To attain long-term goals, people give up short-term comforts, priorities, and freedoms. The tradeoffs involved only make sense if the outcome is meaningful and lasting.
And everyone must believe in the higher purpose involved.
Sacrifice is a very personal decision. People sacrifice when they believe that setting aside their short-term interests for the future good is worth it.
So, when leaders ask team members to sacrifice for the greater good, it becomes a delicate calculus.
Over time, team members who make sacrifices without truly believing in the payoff sour, become resentful, and disengage. Teams that sacrifice for external rewards without the intrinsic beliefs behind why lose their commitment and spirit.
Sacrificing primarily to support the leader only works for so long. Anything other than a total buy-in for the reasons behind the sacrifice will eventually undermine the morale and dedication required for success.
That’s why good leaders never presume or expect sacrifice. They always ask for it.
When they need people to set aside their short-term interests for something bigger, they make the case as to why. They take the time to explain the higher purpose or reason for the sacrifice, how long people will likely need to surrender their comforts, and exactly what is in it for them.
They also frequently acknowledge the sacrifices others make for the higher purpose and greater good. Recognizing sacrifice is a great way to get more of it.

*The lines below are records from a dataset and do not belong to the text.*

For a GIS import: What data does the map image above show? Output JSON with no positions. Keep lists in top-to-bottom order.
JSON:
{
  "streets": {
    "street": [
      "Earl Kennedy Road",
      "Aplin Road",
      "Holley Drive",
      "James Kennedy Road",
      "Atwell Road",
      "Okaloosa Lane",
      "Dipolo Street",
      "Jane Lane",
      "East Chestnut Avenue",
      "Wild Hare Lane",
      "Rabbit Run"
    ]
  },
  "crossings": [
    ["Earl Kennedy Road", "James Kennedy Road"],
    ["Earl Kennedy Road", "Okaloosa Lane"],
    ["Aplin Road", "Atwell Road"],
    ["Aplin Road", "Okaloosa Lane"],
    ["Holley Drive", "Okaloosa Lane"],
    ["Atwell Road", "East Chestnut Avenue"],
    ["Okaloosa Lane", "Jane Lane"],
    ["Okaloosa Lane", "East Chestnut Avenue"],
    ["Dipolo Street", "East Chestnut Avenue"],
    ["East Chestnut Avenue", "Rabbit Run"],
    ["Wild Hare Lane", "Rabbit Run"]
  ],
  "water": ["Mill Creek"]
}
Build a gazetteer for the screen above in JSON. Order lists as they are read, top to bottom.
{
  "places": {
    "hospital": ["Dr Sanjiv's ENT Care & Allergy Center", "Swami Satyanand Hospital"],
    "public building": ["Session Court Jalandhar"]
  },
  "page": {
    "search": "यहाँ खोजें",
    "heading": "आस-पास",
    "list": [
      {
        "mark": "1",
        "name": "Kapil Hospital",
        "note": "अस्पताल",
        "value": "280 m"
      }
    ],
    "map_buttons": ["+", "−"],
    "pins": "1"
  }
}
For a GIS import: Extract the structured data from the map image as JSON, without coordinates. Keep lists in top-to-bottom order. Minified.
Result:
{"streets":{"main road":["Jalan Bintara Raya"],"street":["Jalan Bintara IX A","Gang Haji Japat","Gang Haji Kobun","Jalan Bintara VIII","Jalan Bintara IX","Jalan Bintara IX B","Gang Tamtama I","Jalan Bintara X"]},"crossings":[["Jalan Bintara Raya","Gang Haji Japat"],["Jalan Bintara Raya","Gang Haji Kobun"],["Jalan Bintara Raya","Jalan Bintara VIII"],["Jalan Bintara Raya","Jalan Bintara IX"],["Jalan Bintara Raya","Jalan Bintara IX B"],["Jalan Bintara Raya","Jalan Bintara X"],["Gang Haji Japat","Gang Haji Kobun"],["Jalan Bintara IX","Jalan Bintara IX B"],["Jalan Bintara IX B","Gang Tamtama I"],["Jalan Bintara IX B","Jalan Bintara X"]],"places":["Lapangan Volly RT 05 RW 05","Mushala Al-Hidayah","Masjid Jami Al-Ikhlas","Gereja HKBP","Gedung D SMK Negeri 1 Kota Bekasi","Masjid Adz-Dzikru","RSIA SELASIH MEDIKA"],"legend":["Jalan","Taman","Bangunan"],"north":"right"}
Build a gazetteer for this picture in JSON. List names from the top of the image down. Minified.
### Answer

Then they prove their own commitment by sacrificing first. They model their own conviction and solidarity with the team by setting the example, demonstrating to people they are willing to sacrifice the same conveniences they expect others to. They give up their own comforts before asking others to give up theirs.
Good leaders also know they can turn to the well of sacrifice only so often. They understand that asking others to sacrifice for anything but exceptional circumstances (urgent deadlines, high-stakes challenges, moments of organizational change or adversity, crisis, or extraordinary opportunity or impact) will create an undercurrent of resistance and distaste.
Open-ended or chronic sacrifice erodes morale, trust, and productivity. So, leaders ask for it sparingly and only when they truly need to.
Unfortunately, too many leaders presume that if they are making a sacrifice or if the end goal is important to them, others should follow suit, without any explanation or recognition.
Only when all three elements (the reason, the example, and the recognition) exist, do people step up and willingly sustain their sacrifice to achieve great things or overcome extreme adversity.
Remember, sacrifice can never be compelled. It can only be given freely, or it is compliance, not sacrifice. Leaders and teams rarely achieve the extraordinary when people only give things up because they have to.